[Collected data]
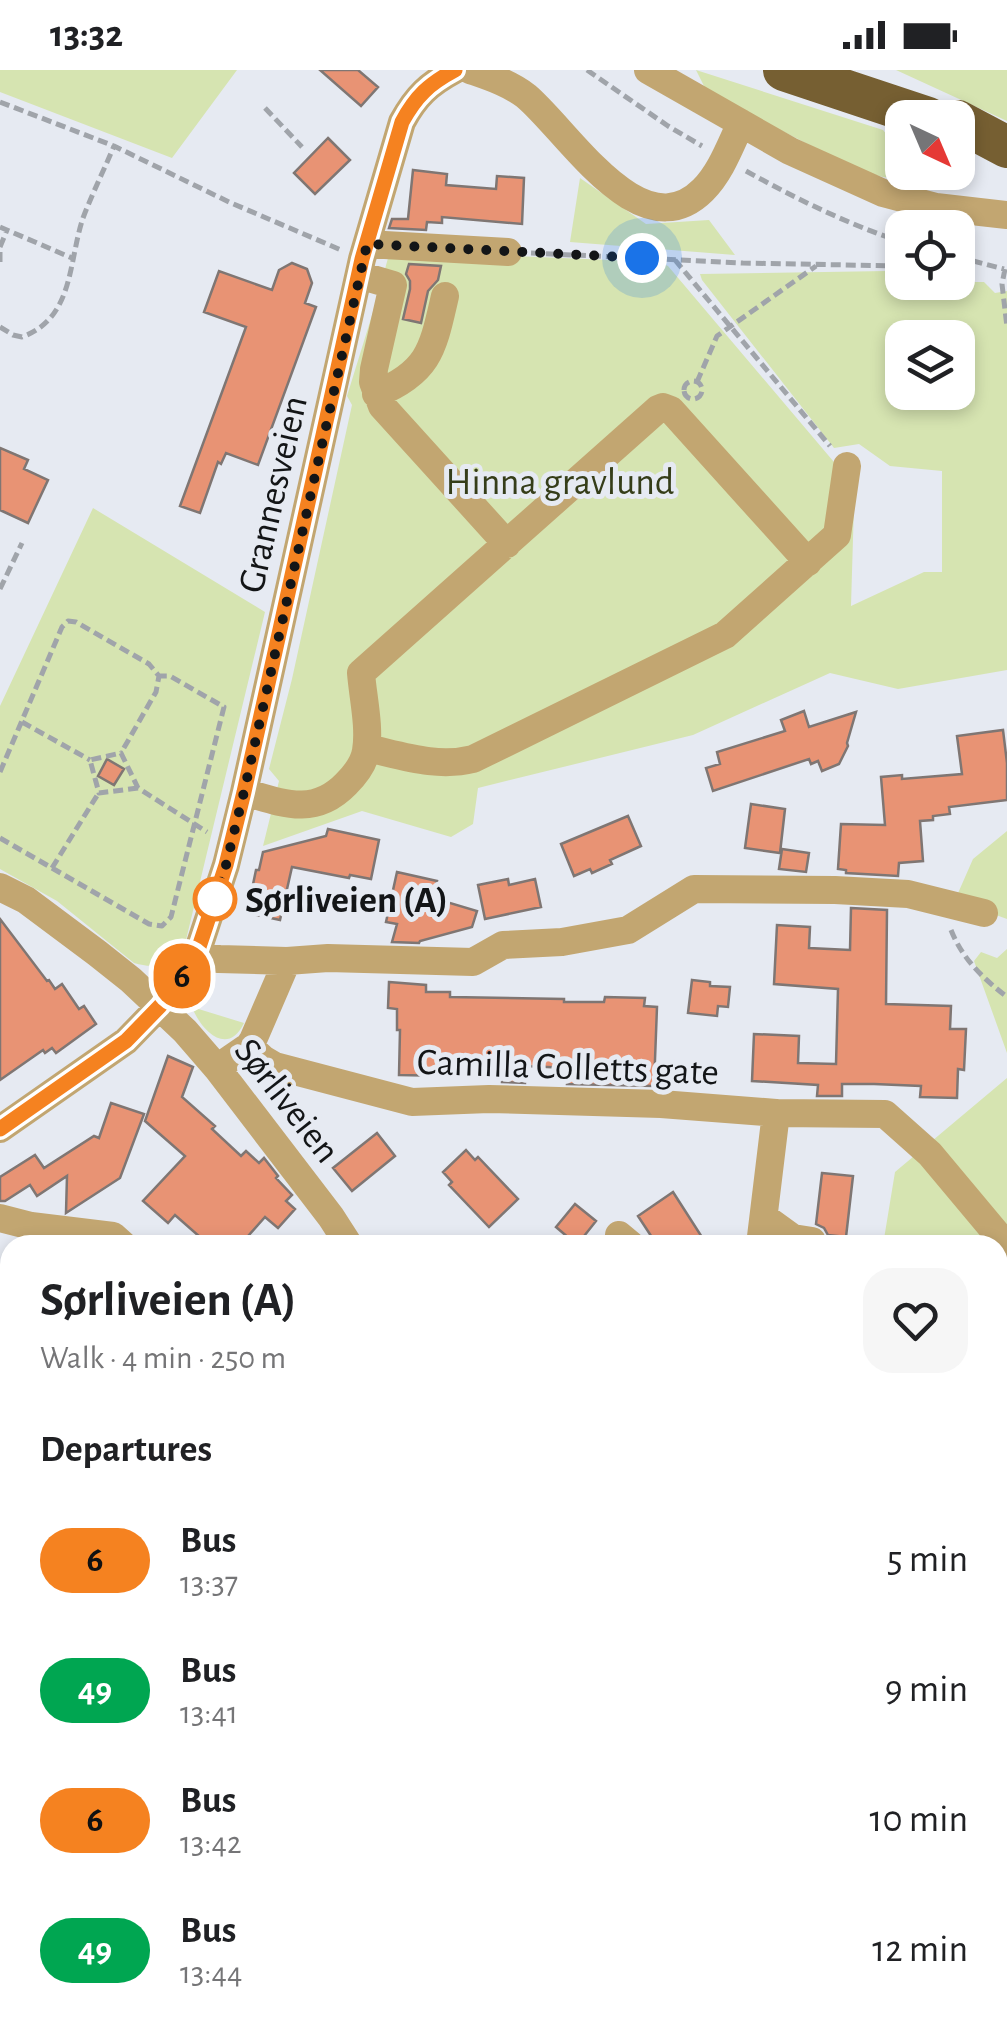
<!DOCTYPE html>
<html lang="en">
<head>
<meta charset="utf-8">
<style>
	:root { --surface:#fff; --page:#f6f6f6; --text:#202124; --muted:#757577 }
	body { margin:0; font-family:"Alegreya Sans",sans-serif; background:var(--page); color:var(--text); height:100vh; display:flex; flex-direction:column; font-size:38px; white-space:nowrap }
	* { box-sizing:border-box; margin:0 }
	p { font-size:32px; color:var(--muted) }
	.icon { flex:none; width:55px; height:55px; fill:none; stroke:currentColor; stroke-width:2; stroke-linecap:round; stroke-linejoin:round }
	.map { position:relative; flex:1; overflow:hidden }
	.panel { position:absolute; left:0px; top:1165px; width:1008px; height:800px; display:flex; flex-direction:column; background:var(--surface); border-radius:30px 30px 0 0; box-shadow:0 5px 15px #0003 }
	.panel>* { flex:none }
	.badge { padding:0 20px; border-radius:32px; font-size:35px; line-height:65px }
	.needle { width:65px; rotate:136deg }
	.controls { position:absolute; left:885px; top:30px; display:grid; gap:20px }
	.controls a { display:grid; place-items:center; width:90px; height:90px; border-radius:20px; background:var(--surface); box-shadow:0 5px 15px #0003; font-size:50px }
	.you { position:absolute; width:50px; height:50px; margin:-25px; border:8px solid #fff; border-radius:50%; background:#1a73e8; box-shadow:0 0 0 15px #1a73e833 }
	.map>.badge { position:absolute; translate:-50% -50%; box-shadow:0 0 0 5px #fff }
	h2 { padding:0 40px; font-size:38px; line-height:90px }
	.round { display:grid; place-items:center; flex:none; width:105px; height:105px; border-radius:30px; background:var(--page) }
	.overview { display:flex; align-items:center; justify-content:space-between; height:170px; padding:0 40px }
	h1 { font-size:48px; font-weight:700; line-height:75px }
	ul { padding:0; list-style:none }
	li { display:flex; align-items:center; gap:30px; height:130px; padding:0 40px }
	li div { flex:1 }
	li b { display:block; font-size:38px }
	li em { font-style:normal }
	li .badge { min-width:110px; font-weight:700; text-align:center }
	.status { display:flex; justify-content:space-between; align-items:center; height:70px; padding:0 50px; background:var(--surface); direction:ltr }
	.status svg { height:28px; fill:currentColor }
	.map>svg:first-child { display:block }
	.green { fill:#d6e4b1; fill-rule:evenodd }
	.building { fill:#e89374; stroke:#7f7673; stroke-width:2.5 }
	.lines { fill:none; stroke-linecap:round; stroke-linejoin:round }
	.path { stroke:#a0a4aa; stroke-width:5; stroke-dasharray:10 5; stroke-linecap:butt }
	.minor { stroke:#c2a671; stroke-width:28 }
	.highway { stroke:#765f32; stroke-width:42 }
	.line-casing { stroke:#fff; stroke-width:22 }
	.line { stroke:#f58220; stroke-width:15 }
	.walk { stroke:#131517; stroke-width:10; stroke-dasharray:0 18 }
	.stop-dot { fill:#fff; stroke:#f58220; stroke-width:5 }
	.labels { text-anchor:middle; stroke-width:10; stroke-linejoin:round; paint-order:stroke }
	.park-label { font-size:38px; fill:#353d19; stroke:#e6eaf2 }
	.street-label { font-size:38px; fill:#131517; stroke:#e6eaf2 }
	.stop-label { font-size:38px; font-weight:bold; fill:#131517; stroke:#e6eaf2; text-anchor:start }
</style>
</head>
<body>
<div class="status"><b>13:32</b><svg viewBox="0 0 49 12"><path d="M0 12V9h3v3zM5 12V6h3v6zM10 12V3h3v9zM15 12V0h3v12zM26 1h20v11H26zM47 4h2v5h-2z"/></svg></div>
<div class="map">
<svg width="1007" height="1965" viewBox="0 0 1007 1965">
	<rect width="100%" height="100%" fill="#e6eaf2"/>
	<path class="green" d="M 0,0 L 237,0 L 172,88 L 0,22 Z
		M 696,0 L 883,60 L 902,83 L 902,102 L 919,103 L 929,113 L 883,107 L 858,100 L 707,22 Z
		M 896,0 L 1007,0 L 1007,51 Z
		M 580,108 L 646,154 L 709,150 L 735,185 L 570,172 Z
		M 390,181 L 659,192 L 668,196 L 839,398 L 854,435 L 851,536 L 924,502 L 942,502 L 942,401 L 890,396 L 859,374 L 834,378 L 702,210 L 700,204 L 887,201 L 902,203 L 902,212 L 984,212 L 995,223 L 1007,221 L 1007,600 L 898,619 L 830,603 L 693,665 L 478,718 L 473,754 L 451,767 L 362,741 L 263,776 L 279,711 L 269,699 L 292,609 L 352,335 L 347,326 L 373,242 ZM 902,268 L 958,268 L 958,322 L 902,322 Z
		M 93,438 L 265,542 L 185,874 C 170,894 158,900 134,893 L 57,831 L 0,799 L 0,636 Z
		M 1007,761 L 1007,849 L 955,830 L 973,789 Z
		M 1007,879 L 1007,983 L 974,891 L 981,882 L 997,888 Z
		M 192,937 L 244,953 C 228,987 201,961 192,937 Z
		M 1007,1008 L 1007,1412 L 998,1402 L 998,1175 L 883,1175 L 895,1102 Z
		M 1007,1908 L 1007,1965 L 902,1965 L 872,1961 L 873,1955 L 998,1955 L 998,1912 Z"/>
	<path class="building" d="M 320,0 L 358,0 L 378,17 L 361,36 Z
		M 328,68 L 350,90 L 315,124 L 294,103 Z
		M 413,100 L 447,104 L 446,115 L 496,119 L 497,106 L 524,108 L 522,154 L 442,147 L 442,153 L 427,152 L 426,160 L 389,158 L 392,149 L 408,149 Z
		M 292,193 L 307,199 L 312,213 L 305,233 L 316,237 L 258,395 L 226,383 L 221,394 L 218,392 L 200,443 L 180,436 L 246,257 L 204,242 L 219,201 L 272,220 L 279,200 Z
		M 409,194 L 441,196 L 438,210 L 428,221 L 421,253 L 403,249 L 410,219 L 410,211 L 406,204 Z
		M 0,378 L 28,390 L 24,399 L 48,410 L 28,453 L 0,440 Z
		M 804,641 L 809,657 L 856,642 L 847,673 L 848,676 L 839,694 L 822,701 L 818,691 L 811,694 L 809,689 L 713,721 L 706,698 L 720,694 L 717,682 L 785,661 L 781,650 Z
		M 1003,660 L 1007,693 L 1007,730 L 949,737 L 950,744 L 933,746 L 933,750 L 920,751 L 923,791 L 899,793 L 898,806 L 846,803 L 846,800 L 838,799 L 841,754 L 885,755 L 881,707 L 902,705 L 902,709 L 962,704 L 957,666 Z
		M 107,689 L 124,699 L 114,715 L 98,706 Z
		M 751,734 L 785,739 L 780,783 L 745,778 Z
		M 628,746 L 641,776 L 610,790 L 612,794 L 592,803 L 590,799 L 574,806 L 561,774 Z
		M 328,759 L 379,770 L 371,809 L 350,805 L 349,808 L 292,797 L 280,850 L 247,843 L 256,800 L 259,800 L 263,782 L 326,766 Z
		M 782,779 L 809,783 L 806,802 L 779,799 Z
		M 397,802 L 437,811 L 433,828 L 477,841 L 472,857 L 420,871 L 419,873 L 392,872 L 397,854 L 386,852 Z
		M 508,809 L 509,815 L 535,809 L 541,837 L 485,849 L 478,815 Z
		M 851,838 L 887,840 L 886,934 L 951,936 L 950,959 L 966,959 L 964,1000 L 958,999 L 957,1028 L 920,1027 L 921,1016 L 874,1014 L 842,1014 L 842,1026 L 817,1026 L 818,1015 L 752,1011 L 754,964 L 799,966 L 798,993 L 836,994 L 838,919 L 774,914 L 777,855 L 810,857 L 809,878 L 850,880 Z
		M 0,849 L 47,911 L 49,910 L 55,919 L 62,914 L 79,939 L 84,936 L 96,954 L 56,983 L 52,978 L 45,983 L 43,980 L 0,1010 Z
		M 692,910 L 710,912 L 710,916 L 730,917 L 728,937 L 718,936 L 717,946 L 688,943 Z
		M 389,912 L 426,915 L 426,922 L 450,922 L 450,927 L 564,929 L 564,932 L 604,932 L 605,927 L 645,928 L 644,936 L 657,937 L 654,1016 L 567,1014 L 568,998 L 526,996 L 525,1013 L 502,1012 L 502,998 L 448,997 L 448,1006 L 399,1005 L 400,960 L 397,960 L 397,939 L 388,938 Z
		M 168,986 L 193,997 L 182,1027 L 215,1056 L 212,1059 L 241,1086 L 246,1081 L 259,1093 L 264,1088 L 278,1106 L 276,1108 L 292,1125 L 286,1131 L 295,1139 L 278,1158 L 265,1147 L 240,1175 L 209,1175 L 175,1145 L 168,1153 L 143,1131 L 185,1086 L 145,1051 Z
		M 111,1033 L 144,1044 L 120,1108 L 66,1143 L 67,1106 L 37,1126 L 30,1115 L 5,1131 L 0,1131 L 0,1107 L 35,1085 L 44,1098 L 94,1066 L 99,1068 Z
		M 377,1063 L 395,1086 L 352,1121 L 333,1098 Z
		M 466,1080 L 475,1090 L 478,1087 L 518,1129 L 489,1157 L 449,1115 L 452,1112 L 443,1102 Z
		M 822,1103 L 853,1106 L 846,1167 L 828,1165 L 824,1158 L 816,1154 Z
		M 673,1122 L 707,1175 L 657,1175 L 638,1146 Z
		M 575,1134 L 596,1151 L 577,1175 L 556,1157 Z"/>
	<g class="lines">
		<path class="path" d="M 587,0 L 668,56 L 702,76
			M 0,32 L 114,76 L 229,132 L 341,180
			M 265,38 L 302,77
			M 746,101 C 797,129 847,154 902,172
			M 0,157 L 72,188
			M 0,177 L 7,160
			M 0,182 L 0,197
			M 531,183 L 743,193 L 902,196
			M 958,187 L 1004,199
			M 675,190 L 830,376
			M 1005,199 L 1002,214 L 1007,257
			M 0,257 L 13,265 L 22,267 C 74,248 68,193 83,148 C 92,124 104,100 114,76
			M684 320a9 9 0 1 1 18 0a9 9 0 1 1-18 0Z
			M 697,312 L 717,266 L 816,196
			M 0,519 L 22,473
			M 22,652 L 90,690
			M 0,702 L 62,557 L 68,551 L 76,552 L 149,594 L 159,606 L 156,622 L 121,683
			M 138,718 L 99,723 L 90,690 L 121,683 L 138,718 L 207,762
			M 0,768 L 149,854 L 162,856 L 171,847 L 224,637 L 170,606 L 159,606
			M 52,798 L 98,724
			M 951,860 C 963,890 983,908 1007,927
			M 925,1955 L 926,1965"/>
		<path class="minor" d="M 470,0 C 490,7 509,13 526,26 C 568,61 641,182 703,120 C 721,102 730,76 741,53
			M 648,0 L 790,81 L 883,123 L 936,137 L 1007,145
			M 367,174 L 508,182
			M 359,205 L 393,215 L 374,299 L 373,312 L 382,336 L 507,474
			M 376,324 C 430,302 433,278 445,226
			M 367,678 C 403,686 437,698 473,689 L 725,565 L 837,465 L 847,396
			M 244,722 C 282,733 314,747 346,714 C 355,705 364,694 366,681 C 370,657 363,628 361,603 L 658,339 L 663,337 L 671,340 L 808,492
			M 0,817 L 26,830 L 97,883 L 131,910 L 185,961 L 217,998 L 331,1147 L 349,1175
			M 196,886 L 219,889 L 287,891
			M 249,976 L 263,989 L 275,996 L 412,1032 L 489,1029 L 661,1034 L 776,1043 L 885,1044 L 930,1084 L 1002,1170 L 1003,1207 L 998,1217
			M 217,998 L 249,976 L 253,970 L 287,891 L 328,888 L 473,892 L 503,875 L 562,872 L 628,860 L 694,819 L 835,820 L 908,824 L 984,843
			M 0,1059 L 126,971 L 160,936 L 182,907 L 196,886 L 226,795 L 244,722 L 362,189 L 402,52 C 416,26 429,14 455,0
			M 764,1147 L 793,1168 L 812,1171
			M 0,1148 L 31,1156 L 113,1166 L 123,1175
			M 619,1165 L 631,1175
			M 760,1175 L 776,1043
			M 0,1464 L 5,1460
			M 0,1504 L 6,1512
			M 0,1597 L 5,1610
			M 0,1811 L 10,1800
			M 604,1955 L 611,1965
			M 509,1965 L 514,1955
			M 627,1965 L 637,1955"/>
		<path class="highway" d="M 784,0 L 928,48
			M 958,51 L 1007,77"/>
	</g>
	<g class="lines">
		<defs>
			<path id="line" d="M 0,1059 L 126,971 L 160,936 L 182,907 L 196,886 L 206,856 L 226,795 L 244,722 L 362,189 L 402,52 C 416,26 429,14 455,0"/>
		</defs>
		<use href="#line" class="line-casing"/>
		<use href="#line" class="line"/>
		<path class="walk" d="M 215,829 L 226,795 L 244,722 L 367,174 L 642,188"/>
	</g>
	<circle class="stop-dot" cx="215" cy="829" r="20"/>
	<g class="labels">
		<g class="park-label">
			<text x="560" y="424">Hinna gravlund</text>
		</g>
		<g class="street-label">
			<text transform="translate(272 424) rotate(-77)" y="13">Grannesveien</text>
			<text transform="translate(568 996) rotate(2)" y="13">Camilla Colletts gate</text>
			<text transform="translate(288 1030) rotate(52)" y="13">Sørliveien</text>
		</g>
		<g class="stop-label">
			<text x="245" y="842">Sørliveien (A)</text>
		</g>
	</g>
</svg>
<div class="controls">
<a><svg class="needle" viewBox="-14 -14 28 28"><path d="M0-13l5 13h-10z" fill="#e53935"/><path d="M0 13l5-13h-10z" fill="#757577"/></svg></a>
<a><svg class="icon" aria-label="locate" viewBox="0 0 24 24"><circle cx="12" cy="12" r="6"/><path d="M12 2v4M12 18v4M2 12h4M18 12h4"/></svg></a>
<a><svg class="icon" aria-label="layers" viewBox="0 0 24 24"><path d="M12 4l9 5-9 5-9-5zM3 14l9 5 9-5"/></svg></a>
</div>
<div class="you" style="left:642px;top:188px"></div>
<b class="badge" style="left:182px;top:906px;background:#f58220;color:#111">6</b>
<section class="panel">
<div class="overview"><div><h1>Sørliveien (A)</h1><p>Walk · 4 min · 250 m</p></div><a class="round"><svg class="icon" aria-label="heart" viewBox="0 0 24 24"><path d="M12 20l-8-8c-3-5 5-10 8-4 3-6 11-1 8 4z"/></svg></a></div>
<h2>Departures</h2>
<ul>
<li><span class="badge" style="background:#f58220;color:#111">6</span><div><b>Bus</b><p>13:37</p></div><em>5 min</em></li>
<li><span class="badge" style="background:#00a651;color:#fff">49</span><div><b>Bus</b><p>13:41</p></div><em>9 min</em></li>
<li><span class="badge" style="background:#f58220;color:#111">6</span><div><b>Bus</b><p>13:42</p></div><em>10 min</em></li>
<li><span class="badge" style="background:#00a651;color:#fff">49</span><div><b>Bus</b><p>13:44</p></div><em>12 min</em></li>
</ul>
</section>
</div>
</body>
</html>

About this exercise |
Only the lines from the top of the data through the line with "padding:0 40px; font-size:38px;" should be quoted, exactly and with both ends kept; skip the pictures.

Answer to this task |
<!DOCTYPE html>
<html lang="en">
<head>
<meta charset="utf-8">
<style>
	:root { --surface:#fff; --page:#f6f6f6; --text:#202124; --muted:#757577 }
	body { margin:0; font-family:"Alegreya Sans",sans-serif; background:var(--page); color:var(--text); height:100vh; display:flex; flex-direction:column; font-size:38px; white-space:nowrap }
	* { box-sizing:border-box; margin:0 }
	p { font-size:32px; color:var(--muted) }
	.icon { flex:none; width:55px; height:55px; fill:none; stroke:currentColor; stroke-width:2; stroke-linecap:round; stroke-linejoin:round }
	.map { position:relative; flex:1; overflow:hidden }
	.panel { position:absolute; left:0px; top:1165px; width:1008px; height:800px; display:flex; flex-direction:column; background:var(--surface); border-radius:30px 30px 0 0; box-shadow:0 5px 15px #0003 }
	.panel>* { flex:none }
	.badge { padding:0 20px; border-radius:32px; font-size:35px; line-height:65px }
	.needle { width:65px; rotate:136deg }
	.controls { position:absolute; left:885px; top:30px; display:grid; gap:20px }
	.controls a { display:grid; place-items:center; width:90px; height:90px; border-radius:20px; background:var(--surface); box-shadow:0 5px 15px #0003; font-size:50px }
	.you { position:absolute; width:50px; height:50px; margin:-25px; border:8px solid #fff; border-radius:50%; background:#1a73e8; box-shadow:0 0 0 15px #1a73e833 }
	.map>.badge { position:absolute; translate:-50% -50%; box-shadow:0 0 0 5px #fff }
	h2 { padding:0 40px; font-size:38px; line-height:90px }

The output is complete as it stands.